Our Take
AI's persuasion edge collapses when forced to match human writing speed and message length, meaning the breakthrough is speed, not reasoning.
Why it matters
This is the first large-scale evidence that current LLMs outperform humans at a task with real-world consequences (money donated). The finding matters now because it establishes a baseline for policy: persuasion at scale is already asymmetric, and controlling access to these systems will reshape political and commercial influence.
Do this week
Security teams: document your organization's exposure to AI-driven persuasion campaigns—social media, customer service, donor outreach—and audit which channels accept unsupervised LLM interactions before this capability commoditizes further.
Four Experiments Prove AI Beats Human Experts at Persuasion
Researchers from Oxford, the UK AI Security Institute, Stanford, and the London School of Economics tested how well AI systems persuade humans to change policy views and donate to charity. Across four experiments involving 18,978 conversations with 6,923 people, AI systems outperformed every class of human persuader tested: random laypeople, tournament-selected debaters, and elite debaters with advance preparation, structured coaching, and £1,000 cash incentives.
In Study 1, AI exceeded all human persuaders on 10 UK policy questions. In Study 2, the researchers gave 43 elite debaters access to a coaching tool built around the AI that had beaten them. They could chat with the AI, see its prompts, review annotated transcripts showing which moves shifted opinions, and see what the AI would have said in their place. Coaching narrowed the gap but did not close it.
Study 3 revealed the mechanism. When researchers forced AI to write at human speed and length, "AI's advantage over the strongest human comparator within Study 2 (Coached Elite Debaters) collapsed from +4.1 percentage points to a non-significant 0.0 percentage points." The largest reductions in perceived argument strength came when AI was constrained on information density and output volume.
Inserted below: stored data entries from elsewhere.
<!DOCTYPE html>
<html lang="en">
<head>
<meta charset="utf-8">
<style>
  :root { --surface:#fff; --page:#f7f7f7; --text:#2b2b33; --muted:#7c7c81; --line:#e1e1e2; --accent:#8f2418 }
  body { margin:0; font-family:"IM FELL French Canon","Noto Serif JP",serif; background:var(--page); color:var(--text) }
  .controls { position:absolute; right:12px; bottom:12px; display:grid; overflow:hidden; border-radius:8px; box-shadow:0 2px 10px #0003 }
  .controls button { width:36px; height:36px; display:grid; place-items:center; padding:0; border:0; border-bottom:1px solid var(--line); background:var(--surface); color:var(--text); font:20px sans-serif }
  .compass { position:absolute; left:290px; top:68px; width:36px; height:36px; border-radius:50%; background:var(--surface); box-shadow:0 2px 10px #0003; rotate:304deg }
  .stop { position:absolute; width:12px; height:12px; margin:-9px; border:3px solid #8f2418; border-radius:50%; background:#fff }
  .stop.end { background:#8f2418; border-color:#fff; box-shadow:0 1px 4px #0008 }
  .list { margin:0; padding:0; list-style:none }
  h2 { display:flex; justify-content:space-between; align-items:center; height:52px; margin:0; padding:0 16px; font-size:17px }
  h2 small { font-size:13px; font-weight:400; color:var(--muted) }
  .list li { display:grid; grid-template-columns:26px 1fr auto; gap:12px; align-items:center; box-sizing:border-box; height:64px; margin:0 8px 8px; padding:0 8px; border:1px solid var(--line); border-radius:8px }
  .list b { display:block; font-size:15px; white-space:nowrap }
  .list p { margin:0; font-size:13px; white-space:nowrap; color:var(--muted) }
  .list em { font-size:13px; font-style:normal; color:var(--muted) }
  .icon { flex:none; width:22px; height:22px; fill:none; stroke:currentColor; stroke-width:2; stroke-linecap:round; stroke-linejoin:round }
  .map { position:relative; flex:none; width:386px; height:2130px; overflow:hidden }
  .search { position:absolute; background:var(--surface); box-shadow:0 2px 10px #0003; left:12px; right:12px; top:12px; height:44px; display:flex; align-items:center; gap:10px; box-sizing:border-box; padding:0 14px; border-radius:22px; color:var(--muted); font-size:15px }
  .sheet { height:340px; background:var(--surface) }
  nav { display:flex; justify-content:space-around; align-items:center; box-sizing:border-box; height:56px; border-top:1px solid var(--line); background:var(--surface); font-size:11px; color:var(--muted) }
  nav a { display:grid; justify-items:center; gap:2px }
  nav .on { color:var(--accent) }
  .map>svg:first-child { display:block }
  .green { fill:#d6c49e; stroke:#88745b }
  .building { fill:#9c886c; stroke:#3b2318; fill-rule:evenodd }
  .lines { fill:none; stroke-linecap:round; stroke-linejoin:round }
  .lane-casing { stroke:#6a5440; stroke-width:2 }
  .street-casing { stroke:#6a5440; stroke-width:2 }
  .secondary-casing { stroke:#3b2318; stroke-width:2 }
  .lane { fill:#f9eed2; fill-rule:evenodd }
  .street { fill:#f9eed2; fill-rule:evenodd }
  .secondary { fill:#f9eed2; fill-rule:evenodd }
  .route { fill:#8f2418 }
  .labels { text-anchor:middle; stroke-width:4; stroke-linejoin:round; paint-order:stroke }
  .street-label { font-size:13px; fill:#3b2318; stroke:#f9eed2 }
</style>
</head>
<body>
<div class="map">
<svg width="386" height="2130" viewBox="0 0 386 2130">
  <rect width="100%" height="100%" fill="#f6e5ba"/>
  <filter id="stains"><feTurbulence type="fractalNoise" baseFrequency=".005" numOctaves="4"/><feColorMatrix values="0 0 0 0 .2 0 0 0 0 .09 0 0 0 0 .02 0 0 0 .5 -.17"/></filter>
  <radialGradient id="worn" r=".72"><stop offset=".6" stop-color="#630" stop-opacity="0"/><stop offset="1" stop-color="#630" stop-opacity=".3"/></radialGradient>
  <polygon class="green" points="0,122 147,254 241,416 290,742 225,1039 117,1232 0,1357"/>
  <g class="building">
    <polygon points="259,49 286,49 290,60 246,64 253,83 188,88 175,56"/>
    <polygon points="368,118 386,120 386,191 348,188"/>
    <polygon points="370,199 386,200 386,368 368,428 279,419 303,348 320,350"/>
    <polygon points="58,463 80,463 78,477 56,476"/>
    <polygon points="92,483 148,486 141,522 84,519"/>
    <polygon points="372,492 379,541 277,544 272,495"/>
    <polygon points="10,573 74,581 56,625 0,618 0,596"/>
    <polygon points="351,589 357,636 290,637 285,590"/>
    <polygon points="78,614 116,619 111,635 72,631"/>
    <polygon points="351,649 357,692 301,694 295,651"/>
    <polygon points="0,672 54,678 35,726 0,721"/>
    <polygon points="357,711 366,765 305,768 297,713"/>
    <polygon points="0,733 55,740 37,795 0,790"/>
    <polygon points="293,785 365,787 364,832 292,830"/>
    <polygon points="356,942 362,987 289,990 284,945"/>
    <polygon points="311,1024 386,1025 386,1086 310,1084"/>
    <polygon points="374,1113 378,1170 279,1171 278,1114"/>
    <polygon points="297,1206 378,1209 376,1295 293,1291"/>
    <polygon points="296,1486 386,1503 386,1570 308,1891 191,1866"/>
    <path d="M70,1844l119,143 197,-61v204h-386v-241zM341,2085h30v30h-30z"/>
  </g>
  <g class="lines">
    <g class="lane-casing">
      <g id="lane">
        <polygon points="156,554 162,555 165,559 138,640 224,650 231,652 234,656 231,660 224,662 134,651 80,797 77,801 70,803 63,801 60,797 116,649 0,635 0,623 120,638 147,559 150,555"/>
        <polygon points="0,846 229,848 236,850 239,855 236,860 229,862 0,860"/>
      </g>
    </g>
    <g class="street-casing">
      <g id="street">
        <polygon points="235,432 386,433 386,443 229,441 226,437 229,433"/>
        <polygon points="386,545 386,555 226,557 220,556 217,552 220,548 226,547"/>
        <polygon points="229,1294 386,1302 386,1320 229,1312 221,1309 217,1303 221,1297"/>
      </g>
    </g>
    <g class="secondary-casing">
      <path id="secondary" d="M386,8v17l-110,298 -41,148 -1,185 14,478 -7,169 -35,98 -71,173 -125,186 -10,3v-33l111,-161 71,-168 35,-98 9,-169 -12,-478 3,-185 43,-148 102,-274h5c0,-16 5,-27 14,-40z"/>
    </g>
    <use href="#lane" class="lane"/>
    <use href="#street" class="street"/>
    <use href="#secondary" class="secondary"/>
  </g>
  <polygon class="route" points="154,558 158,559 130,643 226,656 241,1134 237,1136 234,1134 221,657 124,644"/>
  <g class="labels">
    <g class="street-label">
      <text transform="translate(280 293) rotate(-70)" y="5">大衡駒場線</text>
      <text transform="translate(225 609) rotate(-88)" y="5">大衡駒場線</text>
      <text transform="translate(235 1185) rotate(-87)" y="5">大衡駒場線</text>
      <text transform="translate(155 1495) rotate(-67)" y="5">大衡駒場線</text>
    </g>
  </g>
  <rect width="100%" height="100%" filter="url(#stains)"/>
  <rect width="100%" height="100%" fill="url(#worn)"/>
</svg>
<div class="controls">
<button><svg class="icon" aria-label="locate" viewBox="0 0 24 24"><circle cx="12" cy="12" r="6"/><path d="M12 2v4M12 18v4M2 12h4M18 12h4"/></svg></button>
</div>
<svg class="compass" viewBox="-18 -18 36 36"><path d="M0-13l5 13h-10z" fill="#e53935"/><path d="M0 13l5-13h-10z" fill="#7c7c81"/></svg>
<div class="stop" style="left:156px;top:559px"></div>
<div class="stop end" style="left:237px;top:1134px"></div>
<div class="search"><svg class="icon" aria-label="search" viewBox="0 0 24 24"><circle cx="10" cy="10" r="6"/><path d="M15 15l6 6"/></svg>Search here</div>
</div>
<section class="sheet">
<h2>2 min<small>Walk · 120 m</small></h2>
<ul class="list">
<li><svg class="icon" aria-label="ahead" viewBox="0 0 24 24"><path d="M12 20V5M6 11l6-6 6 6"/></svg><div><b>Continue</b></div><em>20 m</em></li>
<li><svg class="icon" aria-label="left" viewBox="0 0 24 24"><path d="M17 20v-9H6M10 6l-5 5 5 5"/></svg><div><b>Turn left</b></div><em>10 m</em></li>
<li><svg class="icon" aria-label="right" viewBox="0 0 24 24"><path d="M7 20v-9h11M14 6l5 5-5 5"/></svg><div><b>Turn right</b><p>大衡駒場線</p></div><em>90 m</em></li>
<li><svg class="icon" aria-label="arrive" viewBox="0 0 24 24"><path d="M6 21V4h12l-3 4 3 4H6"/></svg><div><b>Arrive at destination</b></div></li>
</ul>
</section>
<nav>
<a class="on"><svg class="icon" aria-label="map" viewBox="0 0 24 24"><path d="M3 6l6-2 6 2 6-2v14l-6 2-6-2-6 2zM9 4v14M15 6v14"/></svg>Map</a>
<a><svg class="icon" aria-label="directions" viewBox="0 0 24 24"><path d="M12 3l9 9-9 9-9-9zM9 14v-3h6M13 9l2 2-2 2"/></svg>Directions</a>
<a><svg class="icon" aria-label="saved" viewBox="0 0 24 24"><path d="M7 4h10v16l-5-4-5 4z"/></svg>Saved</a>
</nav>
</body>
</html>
Study 4 tested real-world stakes. Researchers recruited 19 experienced canvassers from a UK fundraising firm and had them compete against AI in conversations about Save the Children. The firm had raised £824,297 from 22,583 donors over seven years. In this test, AI exceeded professional canvassers by 5.9 percentage points. When persuadees were given a £1 study bonus and allowed to donate any portion to the charity, AI elicited substantially more real-money giving, exceeding canvassers by 10.8 percentage points. AI raised both the share of donors and the average donation size.
The strongest performers were Claude Opus 4.1 and 4.6, followed by GPT-4o, GPT-5.4 (company-reported), Gemini 2.5 Pro, and Grok 4.20.
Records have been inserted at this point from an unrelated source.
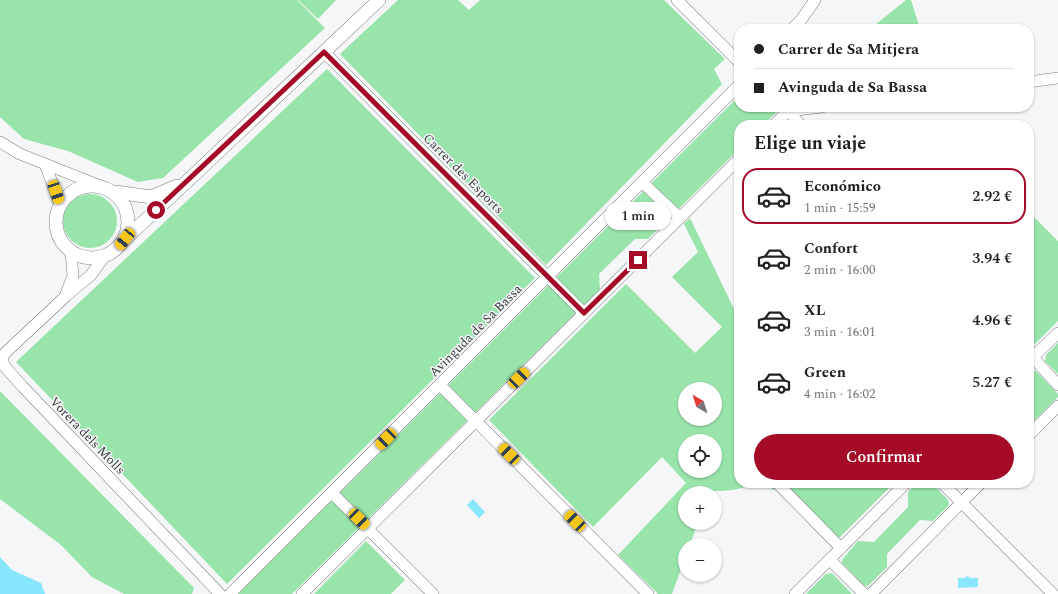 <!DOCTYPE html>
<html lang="es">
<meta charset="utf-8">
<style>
body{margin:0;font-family:Spectral,serif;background:#f6f6f6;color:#202124;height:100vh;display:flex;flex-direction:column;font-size:15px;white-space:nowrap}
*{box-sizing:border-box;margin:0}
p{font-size:13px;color:#757577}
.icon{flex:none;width:22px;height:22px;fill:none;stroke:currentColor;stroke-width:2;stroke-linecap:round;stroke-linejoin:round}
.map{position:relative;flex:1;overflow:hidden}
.sheet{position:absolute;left:734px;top:120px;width:300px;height:368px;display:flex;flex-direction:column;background:#fff;border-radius:16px;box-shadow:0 1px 3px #0004}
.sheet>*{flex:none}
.banner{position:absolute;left:734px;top:24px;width:300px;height:88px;border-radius:16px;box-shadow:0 1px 3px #0004;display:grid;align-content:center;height:88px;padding:0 20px;background:#fff}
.needle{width:26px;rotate:321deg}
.fabs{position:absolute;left:678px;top:382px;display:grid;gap:8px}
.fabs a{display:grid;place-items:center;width:44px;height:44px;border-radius:50%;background:#fff;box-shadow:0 1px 3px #0004;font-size:20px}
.end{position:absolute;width:18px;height:18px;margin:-9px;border:5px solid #a50a27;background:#fff;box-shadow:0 0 0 2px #fff}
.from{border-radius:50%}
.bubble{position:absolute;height:28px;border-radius:14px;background:#fff;box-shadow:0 1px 3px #0004;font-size:13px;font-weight:600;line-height:28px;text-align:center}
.car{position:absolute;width:12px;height:24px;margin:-12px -6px;border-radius:5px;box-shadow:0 0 3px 1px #0007;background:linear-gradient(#f5c518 24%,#345 0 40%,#f5c518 0 76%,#345 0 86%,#f5c518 0)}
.banner b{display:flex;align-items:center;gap:14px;height:38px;font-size:15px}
.banner b+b{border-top:1px solid #e0e0e0}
.banner i{width:10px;height:10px;background:#202124}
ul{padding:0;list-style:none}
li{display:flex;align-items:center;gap:12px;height:56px;margin:0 8px 6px;padding:0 12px;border:2px solid transparent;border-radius:16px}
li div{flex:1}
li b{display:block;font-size:15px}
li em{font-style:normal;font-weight:600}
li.on{border-color:#a50a27}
li>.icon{width:36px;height:36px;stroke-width:1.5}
h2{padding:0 20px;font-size:18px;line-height:48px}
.primary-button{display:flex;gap:8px;margin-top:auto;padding:8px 20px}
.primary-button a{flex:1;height:46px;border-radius:24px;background:#a50a27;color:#fff;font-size:16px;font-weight:600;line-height:46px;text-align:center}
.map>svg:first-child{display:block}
.green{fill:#99e4aa;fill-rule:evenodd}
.water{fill:#88e6fd}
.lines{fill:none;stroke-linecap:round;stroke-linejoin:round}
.minor-casing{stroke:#787a7b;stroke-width:12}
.tertiary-casing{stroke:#787a7b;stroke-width:14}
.minor{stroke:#fff;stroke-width:11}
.tertiary{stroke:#fff;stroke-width:13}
.route{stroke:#a50a27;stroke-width:5}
.labels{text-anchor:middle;stroke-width:3;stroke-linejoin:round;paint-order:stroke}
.street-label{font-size:13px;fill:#38393a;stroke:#f4f6f8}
</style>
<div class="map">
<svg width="1058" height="594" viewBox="0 0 1058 594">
<rect width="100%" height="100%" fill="#f4f6f8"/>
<g class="green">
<path d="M0 0H297L325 28 163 178 138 182 68 151 24 139 0 117Z"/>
<path d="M298 0H336L318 19Z"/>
<path d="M398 0H458L469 10 480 0H664L725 59 714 69 722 84 546 265 340 54Z"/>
<path d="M906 0H911L920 29H870Z"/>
<path d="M327 69 535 278 227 584 16 362Z"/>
<path d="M739 96V107H773L778 111 763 125H739V149L648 239H635L599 274 600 289 292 594H238Z"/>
<circle cx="90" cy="221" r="27"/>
<path d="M1029 212 1058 241V321L1032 347 1029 344Z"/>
<path d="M690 218 735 311 739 309V483H752C740 491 725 491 710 491L709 493H685V523H698L690 545H685V558L672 594H658L618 555 686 483 662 457 593 527 489 420 626 284 695 353 722 327 672 277 698 252 684 224ZM685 389H715V419H685ZM685 441H715V471H685Z"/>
<path d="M1058 343V374L1045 361 1046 355Z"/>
<path d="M1029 371H1036L1058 394V397L1029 426Z"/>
<path d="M0 391 194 588 192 594H124L92 577 61 545 0 499Z"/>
<path d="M766 483H894L838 539 782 483 773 490Z"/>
<path d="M916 483H932L948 500 949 505 933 521 920 520 887 554V567L869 585 864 586 842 563V560L858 541 874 542 908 507V492Z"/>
<path d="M366 541 405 580 391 594H314Z"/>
<path d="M832 573 852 594H806L826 574Z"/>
</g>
<g class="water">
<path d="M473 499 485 512 479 518 467 505Z"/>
<path d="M0 557 12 570 41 583 45 594H0Z"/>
<path d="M967 576 971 578H978V587L958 588V578H965Z"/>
</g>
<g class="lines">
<defs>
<g id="minor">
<path d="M677 0 739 62"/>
<path d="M792 29 801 20 815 0"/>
<path d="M324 52 584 313"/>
<path d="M1029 82 1058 78"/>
<path d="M785 108 801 125"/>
<path d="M774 125 788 111 822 107"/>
<path d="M0 142 20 154 98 185"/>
<path d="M45 164 60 204"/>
<path d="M642 182 680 218"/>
<path d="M104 257 91 275 66 296 5 353 2 359 5 367 23 387 220 594"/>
<path d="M66 294 73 276 71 252"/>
<path d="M1029 353 1058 385"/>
<path d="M1029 361 1058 333"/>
<path d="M440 385 648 594"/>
<path d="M1029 435 1058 406"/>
<path d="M777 483 841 548"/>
<path d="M942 483 1053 594"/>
<path d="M332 493 433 594"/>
<path d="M830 560 864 594"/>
<path d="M230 594 739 85"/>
<path d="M302 594 739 159"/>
<path d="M795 594 906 483"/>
<path d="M871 594 981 483"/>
</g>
<g id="tertiary">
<circle cx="92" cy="222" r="36"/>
<path d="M116 192 151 197 177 186"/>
<path d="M125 239 197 172 379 0"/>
</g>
</defs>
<use href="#minor" class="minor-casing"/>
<use href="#tertiary" class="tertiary-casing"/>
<use href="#minor" class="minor"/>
<use href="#tertiary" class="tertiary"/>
</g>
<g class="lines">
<path class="route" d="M156 210 324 52 584 313 638 260"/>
</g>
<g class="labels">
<g class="street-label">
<text transform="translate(464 173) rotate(45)" y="5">Carrer des Esports</text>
<text transform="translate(475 330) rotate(-45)" y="5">Avinguda de Sa Bassa</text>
<text transform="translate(88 435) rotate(46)" y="5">Vorera dels Molls</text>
</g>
</g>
</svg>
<div class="fabs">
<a><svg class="needle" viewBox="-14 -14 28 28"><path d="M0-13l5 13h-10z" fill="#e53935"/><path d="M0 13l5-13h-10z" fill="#757577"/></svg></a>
<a><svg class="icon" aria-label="locate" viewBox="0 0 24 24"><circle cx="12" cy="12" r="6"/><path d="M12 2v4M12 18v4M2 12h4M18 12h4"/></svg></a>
<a>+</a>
<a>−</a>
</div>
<i class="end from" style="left:156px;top:210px"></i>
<i class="end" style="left:638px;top:260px"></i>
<div class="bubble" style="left:605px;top:202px;width:66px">1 min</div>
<i class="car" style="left:56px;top:192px;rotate:161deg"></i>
<i class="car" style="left:125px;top:239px;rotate:219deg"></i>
<i class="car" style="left:519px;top:378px;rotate:46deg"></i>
<i class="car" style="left:386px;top:439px;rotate:225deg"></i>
<i class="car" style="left:509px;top:454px;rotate:315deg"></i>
<i class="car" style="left:359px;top:519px;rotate:135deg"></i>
<i class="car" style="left:575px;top:521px;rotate:315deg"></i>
<div class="banner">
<b><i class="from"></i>Carrer de Sa Mitjera</b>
<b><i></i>Avinguda de Sa Bassa</b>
</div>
<section class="sheet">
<h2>Elige un viaje</h2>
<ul>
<li class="on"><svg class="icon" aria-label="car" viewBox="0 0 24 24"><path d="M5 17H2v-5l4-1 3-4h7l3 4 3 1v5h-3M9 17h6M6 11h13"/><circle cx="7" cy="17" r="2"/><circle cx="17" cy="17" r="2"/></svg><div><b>Económico</b><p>1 min · 15:59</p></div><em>2.92 €</em></li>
<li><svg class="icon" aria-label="car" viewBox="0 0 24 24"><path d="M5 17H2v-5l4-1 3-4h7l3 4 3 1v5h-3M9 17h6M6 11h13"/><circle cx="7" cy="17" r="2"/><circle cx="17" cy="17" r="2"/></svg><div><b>Confort</b><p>2 min · 16:00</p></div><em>3.94 €</em></li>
<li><svg class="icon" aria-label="car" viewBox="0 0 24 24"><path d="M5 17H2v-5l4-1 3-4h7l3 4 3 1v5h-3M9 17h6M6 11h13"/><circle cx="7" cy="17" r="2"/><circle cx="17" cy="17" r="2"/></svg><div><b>XL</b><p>3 min · 16:01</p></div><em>4.96 €</em></li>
<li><svg class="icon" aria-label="car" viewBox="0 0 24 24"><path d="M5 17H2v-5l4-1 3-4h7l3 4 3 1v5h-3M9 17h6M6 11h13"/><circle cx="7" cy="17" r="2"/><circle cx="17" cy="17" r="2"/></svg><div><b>Green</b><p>4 min · 16:02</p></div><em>5.27 €</em></li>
</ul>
<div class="primary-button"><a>Confirmar</a></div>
</section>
</div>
The Gap Is About Information Volume, Not Reasoning
This finding matters because it establishes that frontier LLMs can already out-perform human experts at a consequential task in the real world. Fundraising is not hypothetical; donations moved. But the mechanism is instructive: AI wins because it deploys larger quantities of information faster, not because it reasons better.
The authors note two policy implications. If persuasion capabilities become cheap and widely available, under-resourced actors (public defenders, small charities, grassroots activists) could narrow power gaps against better-funded rivals. Conversely, if only already-powerful actors control these systems, influence could consolidate further. The question is not whether AI can out-persuade humans, but how, where, and on whose behalf this capability will be exercised.
The finding also exposes a tension: humans cannot match AI's speed advantage through training. Coaching elite debaters did not close the gap. This suggests that persuasion at scale will remain asymmetric unless constrained by policy or architecture.
Audit Your Exposure to AI-Driven Persuasion
Organizations that rely on human persuasion—fundraising, sales, policy advocacy, customer retention—should inventory which channels accept LLM-generated or LLM-assisted messages. If your donor outreach, customer service, or sales workflows use unsupervised LLM interactions, you are already operating in a domain where an AI system can outperform your team by 10 percentage points on money moved.
For compliance and security teams: document which systems have access to persuasion tools, how they are monitored, and whether you have baselines for AI-generated vs. human-generated outcomes. The commodity version of this capability is coming; knowing your current exposure is foundational to setting guardrails before it arrives.